**Exercise prompt**
Go through the data and retrieve each line that includes the string "after".

Saved entries:
------------------------------------------------------------------------

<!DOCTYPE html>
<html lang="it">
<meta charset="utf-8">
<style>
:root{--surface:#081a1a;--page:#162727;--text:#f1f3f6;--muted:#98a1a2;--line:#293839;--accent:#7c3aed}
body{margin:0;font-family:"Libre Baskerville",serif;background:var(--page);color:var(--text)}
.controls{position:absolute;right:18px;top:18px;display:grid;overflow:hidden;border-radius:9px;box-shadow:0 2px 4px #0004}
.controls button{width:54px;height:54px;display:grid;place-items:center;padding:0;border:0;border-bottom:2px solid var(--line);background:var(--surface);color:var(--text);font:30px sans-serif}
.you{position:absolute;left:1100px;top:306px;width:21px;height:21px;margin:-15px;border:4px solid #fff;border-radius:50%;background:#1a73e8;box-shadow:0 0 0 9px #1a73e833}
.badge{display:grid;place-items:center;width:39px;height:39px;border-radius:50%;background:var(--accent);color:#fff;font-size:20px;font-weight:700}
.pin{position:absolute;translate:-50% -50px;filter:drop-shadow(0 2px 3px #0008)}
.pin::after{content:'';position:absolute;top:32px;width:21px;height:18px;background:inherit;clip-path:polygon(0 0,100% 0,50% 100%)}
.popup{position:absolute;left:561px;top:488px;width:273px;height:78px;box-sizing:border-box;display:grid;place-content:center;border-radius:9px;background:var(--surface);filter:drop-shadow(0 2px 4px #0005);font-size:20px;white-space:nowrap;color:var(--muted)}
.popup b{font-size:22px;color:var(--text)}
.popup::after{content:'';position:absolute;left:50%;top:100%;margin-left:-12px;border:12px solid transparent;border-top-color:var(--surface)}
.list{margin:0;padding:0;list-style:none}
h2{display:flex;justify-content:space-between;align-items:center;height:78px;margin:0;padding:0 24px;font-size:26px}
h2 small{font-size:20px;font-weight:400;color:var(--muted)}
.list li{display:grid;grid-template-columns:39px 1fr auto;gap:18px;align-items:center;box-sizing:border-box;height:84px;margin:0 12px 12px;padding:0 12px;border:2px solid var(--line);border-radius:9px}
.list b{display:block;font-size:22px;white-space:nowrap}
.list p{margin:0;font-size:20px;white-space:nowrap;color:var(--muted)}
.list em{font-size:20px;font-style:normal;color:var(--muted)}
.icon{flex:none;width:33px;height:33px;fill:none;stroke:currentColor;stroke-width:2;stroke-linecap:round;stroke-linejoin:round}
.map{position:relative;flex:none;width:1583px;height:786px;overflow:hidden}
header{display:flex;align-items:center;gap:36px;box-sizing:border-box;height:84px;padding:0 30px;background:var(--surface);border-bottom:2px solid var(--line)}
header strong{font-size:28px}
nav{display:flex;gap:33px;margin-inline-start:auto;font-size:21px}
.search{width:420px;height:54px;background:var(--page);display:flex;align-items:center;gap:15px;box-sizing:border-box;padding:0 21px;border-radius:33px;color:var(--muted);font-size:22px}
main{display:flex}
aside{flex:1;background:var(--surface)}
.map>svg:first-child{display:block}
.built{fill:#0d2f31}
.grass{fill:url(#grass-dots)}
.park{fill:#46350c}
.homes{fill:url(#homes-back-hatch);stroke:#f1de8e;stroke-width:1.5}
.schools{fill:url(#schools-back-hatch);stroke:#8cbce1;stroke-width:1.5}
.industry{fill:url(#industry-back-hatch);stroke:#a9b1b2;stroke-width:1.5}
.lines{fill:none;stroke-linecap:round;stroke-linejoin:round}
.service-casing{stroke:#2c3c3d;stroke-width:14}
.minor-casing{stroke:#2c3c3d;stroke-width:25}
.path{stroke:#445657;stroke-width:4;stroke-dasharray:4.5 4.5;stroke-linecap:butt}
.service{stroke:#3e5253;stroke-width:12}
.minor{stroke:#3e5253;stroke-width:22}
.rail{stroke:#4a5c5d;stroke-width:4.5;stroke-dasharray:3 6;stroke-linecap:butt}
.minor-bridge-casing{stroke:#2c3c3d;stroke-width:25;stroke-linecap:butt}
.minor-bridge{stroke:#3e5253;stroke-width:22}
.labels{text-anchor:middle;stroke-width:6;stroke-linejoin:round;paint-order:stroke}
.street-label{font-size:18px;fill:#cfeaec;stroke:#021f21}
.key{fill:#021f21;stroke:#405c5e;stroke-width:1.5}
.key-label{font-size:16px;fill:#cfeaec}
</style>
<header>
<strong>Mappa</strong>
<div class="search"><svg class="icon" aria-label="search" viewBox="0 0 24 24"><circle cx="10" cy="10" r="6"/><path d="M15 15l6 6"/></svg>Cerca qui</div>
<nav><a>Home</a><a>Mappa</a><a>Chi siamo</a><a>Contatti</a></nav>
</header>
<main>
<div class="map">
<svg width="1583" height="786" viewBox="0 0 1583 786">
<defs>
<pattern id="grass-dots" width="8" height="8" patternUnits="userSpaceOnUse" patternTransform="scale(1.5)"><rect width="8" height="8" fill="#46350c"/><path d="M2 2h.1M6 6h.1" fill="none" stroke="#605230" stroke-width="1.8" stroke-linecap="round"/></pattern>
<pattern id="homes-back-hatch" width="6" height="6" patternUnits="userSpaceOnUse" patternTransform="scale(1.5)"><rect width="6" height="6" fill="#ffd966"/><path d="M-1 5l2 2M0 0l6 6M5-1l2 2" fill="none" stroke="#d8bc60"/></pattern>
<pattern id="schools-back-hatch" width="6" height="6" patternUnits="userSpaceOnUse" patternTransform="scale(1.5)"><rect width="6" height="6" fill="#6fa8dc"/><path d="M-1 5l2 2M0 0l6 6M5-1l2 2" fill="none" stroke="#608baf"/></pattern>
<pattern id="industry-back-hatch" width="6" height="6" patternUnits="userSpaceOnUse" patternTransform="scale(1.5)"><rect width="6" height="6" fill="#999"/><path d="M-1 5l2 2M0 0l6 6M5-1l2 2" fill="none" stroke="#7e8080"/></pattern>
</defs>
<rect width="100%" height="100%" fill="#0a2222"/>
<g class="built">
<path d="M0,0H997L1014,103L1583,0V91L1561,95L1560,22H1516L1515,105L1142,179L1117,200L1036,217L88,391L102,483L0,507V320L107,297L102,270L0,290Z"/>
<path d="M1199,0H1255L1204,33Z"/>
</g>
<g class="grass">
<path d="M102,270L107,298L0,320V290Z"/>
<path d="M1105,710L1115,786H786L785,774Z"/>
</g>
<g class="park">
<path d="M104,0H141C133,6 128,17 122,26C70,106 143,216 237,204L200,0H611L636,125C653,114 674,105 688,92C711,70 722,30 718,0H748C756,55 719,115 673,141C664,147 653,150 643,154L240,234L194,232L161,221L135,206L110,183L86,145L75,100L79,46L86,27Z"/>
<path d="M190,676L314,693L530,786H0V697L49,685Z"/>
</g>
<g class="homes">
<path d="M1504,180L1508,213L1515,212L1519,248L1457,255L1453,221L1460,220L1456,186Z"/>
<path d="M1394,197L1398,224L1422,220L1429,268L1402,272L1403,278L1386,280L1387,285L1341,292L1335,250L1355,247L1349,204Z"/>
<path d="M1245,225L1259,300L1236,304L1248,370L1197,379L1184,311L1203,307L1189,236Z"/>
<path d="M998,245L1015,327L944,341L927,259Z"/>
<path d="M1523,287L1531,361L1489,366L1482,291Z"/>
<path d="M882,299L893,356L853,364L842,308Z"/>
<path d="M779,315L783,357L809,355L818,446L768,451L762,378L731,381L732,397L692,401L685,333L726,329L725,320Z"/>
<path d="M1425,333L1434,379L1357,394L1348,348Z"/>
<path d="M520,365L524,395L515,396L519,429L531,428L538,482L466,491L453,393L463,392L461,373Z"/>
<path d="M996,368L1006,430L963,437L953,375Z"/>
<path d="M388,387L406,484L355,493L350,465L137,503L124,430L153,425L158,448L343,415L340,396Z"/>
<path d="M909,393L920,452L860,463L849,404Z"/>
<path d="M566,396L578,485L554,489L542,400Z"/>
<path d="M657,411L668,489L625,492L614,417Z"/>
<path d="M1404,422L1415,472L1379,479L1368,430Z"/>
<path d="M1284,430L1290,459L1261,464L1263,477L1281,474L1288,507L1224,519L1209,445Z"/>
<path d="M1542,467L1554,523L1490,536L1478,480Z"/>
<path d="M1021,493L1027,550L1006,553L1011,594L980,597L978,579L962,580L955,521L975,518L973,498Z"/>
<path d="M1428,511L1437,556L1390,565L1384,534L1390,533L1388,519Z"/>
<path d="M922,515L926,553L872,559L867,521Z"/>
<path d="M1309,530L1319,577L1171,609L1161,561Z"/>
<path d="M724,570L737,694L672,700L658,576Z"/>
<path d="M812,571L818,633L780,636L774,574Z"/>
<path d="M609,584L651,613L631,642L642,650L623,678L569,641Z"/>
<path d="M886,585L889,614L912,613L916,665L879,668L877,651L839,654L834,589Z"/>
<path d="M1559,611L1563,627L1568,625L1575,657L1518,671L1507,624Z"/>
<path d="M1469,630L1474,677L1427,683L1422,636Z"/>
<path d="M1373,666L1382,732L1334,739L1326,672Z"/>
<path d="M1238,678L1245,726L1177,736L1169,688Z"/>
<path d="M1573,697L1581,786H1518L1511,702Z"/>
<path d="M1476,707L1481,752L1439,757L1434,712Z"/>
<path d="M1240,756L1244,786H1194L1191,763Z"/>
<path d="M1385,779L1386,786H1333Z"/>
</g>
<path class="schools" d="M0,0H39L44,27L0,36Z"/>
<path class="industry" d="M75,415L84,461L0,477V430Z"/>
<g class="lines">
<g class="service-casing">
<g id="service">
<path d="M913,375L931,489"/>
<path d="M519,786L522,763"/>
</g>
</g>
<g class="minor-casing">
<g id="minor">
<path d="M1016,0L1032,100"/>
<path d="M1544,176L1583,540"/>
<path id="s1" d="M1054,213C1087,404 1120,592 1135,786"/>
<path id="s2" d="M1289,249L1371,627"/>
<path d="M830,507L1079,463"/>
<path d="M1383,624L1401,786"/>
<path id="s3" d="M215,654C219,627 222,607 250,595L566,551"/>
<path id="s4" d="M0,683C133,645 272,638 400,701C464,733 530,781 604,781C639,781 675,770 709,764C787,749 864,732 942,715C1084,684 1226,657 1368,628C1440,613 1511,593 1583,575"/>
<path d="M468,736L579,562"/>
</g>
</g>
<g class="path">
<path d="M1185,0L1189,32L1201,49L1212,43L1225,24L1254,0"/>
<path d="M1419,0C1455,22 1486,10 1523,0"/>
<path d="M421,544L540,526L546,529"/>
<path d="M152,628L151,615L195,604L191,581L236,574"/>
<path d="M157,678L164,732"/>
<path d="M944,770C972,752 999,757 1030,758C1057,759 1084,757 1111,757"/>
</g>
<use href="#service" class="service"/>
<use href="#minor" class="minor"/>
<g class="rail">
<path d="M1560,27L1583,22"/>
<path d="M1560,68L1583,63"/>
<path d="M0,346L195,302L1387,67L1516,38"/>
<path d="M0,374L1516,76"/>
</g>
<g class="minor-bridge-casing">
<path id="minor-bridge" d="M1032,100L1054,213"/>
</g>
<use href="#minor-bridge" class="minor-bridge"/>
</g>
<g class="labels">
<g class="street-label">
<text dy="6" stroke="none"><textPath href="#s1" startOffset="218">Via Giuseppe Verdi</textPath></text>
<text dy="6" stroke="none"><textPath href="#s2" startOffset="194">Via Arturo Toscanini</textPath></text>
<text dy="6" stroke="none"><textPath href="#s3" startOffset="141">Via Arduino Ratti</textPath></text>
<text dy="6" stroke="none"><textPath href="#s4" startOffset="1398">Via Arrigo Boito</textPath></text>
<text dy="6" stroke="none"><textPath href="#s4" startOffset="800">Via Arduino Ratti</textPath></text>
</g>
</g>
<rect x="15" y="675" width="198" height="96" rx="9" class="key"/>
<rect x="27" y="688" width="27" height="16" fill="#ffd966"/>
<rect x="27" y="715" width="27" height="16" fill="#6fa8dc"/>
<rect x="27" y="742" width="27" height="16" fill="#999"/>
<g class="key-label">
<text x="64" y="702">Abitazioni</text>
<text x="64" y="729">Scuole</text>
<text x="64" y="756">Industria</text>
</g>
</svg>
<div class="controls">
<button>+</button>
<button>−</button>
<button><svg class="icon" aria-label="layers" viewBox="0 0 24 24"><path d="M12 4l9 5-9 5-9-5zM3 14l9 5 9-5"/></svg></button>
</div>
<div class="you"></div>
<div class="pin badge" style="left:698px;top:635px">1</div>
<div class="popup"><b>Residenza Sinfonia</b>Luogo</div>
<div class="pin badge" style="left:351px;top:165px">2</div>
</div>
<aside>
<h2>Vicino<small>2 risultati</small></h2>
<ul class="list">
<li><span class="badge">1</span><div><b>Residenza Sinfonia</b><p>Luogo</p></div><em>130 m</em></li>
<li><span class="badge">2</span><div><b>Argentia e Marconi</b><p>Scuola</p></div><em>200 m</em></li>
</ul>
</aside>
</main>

------------------------------------------------------------------------

**Exercise result**
.pin::after{content:'';position:absolute;top:32px;width:21px;height:18px;background:inherit;clip-path:polygon(0 0,100% 0,50% 100%)}
.popup::after{content:'';position:absolute;left:50%;top:100%;margin-left:-12px;border:12px solid transparent;border-top-color:var(--surface)}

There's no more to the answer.